Pictures do not belong in the output. Reproduce exactly the lines from the start of the records through the line with "position:relative; width:923px; height:1568px;".

─── Dataset records ───

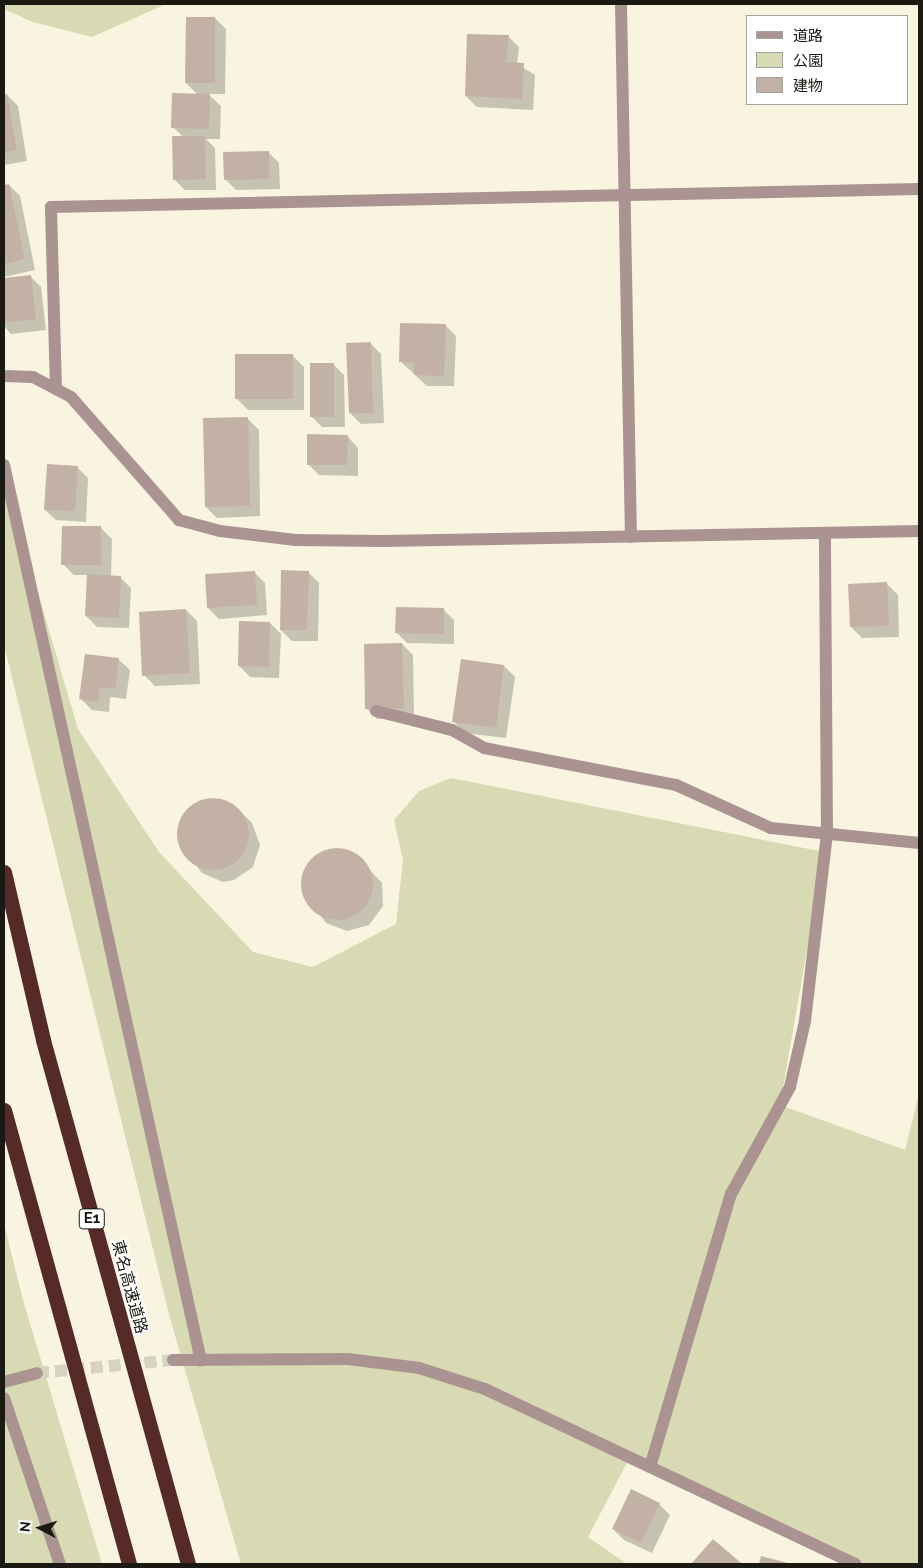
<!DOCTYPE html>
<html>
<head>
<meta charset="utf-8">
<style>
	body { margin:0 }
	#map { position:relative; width:923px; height:1568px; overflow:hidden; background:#f8f4e0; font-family:Raleway,"Noto Sans JP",sans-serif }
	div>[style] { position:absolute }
	.green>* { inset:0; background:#d7dab2 }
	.shadow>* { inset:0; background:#0003 }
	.building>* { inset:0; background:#c4b1a6 }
	.round { border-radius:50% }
	.street-tunnel>* { height:12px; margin-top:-6px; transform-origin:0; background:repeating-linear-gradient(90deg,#d7d3c1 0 12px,transparent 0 18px) }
	.street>* { height:12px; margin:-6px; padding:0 6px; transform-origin:6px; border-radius:6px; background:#ab9391 }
	.highway>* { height:15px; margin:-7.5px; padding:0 7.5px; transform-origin:7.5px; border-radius:7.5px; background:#562a28 }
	span { translate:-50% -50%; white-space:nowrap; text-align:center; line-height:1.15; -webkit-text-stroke:4px #fff; paint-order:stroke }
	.shield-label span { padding:1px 4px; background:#fff; border:1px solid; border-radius:4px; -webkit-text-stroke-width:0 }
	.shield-label { font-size:15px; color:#1a1912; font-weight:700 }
	.street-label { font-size:16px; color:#1a1912 }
	.frame { position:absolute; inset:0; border:5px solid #1a1912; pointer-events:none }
	.legend { position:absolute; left:746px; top:15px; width:162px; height:90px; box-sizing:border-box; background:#fff; border:1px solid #a3a3a0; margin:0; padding:6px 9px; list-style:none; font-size:15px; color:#1a1912 }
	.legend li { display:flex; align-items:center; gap:10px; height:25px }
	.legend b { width:25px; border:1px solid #a3a3a0 }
	.north { position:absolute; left:15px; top:1503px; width:50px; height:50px; -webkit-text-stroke:4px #fff; paint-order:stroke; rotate:275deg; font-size:14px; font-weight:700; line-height:20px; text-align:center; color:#1a1912 }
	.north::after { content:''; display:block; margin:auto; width:18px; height:22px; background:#1a1912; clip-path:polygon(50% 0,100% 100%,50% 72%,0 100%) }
</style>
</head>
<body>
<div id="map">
	<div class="green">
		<div style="clip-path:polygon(4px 4px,166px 4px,92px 37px,33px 22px,4px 9px)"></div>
		<div style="clip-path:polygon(4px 477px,78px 729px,159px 852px,253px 952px,313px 967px,396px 924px,403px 860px,394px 820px,419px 791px,451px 778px,824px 852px,780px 1105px,905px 1150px,919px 1094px,919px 1564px,856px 1564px,630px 1457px,588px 1537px,627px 1564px,241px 1564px,170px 1318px,4px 645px)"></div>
		<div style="clip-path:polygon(4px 1224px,23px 1300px,102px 1564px,4px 1564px)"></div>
	</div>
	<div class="shadow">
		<div style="clip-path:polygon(215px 18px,226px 29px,225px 94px,208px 94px,221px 106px,220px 139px,206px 139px,215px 148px,216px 190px,185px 190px,174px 179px,183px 137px,173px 127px,198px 95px,186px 83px)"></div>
		<div style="clip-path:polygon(508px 36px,519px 47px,517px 64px,535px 75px,533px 110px,477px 107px,466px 96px)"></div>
		<div style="clip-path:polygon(7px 95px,18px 106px,27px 161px,4px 165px)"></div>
		<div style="clip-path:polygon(268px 152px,279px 163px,280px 189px,236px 190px,225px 179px)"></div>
		<div style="clip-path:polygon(9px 185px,20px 196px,35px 270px,4px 277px,4px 186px)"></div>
		<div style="clip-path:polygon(30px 276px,41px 287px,46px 330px,11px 334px,4px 326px,4px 279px)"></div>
		<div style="clip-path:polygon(445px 325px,456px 336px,454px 386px,427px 386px,400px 361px)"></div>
		<div style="clip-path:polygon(370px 343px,381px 354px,384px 423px,361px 424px,350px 413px)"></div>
		<div style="clip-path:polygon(293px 356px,304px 367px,304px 410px,248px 410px,237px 399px)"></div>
		<div style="clip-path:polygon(333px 364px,344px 375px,345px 427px,322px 427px,311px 416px)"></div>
		<div style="clip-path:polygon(248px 419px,259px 430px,260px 516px,217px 518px,206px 507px)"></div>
		<div style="clip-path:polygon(348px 437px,358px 448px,358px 476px,319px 475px,308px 464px)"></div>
		<div style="clip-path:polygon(77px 467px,88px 478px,86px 522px,56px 520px,45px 510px)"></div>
		<div style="clip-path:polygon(101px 528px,112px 539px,111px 576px,120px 577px,131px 588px,129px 628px,97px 627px,86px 616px,88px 575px,74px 575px,63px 564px)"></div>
		<div style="clip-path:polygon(254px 572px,265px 583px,267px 615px,219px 619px,208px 608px)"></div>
		<div style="clip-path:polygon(308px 572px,319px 583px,318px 641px,292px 641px,281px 630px)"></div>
		<div style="clip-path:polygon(887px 584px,898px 595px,899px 637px,862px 638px,851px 627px)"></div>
		<div style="clip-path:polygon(443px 609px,454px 620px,454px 644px,407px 643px,396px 632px)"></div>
		<div style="clip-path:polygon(186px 610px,197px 621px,200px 684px,155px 686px,144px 675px)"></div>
		<div style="clip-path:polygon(270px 623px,281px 634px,279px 678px,250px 677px,239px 666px)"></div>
		<div style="clip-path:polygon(402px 644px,413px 655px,414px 718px,377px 719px,366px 708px)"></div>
		<div style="clip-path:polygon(119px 660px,130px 670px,126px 699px,110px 697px,109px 712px,92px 710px,81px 699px)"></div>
		<div style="clip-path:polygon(504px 666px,515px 677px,506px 738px,464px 733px,454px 722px)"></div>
		<div style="clip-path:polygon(208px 799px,231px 804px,240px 811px,252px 823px,260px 845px,253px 867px,234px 880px,223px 882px,202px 873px,178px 842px,181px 819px,197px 803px)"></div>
		<div style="clip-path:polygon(345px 850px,355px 854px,382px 883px,383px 906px,369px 925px,347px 931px,326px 923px,303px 892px,305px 869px,322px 852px)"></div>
		<div style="clip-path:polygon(659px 1504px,670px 1515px,652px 1553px,624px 1540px,613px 1529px)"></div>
	</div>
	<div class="building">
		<div style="clip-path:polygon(186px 17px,215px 17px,215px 83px,185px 83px)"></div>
		<div style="clip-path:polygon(467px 34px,509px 35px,506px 62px,524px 63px,522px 99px,465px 96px)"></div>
		<div style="clip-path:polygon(172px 93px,210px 94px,209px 129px,171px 128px)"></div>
		<div style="clip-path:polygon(7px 94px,17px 150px,4px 153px,4px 95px)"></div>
		<div style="clip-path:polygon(172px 136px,205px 136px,206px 179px,173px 180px)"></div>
		<div style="clip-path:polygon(269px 151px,269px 179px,224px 180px,223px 152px)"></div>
		<div style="clip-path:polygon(9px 184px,25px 259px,4px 264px,4px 185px)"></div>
		<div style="clip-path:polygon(31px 275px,36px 319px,4px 323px,4px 278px)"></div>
		<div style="clip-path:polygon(400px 323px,446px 324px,444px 376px,414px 375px,414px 362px,399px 362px)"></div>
		<div style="clip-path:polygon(371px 342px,373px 413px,349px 413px,346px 343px)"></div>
		<div style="clip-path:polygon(235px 354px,293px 354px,293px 399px,235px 399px)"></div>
		<div style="clip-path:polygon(310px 363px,334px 363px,334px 417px,310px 417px)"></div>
		<div style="clip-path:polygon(248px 417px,250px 506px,205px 507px,203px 418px)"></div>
		<div style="clip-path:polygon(307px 434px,348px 435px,347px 465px,307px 465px)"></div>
		<div style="clip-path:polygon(47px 464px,78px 466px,75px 511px,44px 510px)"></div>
		<div style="clip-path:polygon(62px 526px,101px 526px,101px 565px,61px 565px)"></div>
		<div style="clip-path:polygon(281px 570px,309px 571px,307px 630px,280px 630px)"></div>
		<div style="clip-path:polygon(255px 571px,257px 605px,207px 608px,205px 574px)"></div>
		<div style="clip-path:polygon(87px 574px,121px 576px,119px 618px,85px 616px)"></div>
		<div style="clip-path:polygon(887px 582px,889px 626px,850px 627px,848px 584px)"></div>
		<div style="clip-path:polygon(396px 607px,444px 608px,444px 634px,395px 633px)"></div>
		<div style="clip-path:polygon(186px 609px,190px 673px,142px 676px,139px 612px)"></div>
		<div style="clip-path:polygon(239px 621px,270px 622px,269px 667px,238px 666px)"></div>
		<div style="clip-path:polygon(402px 643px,404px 708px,365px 709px,364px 644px)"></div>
		<div style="clip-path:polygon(85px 654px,119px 658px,115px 689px,100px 687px,98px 702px,79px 699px)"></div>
		<div style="clip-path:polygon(461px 659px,504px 665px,496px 728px,452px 722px)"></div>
		<div class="round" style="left:177px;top:798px;width:72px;height:72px"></div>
		<div class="round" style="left:301px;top:848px;width:72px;height:72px"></div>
		<div style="clip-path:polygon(631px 1489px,660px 1503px,641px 1543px,612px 1529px)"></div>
		<div style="clip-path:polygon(713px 1539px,741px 1563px,740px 1564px,691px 1564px)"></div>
		<div style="clip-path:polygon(761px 1556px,792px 1564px,759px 1564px)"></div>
	</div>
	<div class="street-tunnel">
		<div style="left:37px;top:1373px;width:137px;rotate:-5.5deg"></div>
	</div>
	<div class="street">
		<div style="left:621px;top:4px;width:533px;rotate:88.93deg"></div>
		<div style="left:4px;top:376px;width:29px;rotate:2deg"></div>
		<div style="left:33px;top:377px;width:43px;rotate:27.8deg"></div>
		<div style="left:71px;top:397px;width:164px;rotate:48.7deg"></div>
		<div style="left:179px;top:520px;width:42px;rotate:15deg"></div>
		<div style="left:220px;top:531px;width:76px;rotate:6.8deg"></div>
		<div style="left:295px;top:540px;width:88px;rotate:0.7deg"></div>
		<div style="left:383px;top:541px;width:536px;rotate:-1.07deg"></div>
		<div style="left:56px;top:389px;width:182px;rotate:-91.6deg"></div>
		<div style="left:51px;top:207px;width:868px;rotate:-1.19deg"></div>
		<div style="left:4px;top:465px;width:917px;rotate:77.6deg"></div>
		<div style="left:376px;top:711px;width:78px;rotate:14deg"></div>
		<div style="left:452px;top:730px;width:37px;rotate:29deg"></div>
		<div style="left:484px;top:748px;width:196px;rotate:10.9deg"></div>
		<div style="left:676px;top:785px;width:104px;rotate:24.4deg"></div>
		<div style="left:771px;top:828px;width:149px;rotate:5.8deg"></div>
		<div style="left:173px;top:1360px;width:175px;rotate:-0.3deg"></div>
		<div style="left:348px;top:1359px;width:72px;rotate:7.2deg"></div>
		<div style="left:419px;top:1368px;width:69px;rotate:17.7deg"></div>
		<div style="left:485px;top:1389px;width:410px;rotate:25.3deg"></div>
		<div style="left:4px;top:1382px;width:34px;rotate:-15deg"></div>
		<div style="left:4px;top:1398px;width:175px;rotate:71.4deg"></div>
		<div style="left:650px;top:1467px;width:285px;rotate:-73.5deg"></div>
		<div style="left:731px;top:1194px;width:122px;rotate:-61.1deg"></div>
		<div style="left:790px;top:1087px;width:68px;rotate:-77.2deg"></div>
		<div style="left:805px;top:1021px;width:188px;rotate:-83.3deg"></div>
		<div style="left:827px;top:834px;width:301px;rotate:-90.4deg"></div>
	</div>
	<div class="highway">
		<div style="left:4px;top:872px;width:172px;rotate:76.9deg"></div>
		<div style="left:43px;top:1040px;width:544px;rotate:74.53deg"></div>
		<div style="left:4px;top:1110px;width:471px;rotate:74.6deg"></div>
	</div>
	<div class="shield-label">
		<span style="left:92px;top:1219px">E1</span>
	</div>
	<div class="street-label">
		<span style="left:129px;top:1287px;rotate:75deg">東名高速道路</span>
	</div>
	<div class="frame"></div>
	<ul class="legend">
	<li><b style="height:6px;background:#ab9391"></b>道路</li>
	<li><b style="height:14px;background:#d7dab2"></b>公園</li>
	<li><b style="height:14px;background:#c4b1a6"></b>建物</li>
	</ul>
	<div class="north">N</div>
</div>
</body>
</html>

───

**Written answer**
<!DOCTYPE html>
<html>
<head>
<meta charset="utf-8">
<style>
	body { margin:0 }
	#map { position:relative; width:923px; height:1568px; overflow:hidden; background:#f8f4e0; font-family:Raleway,"Noto Sans JP",sans-serif }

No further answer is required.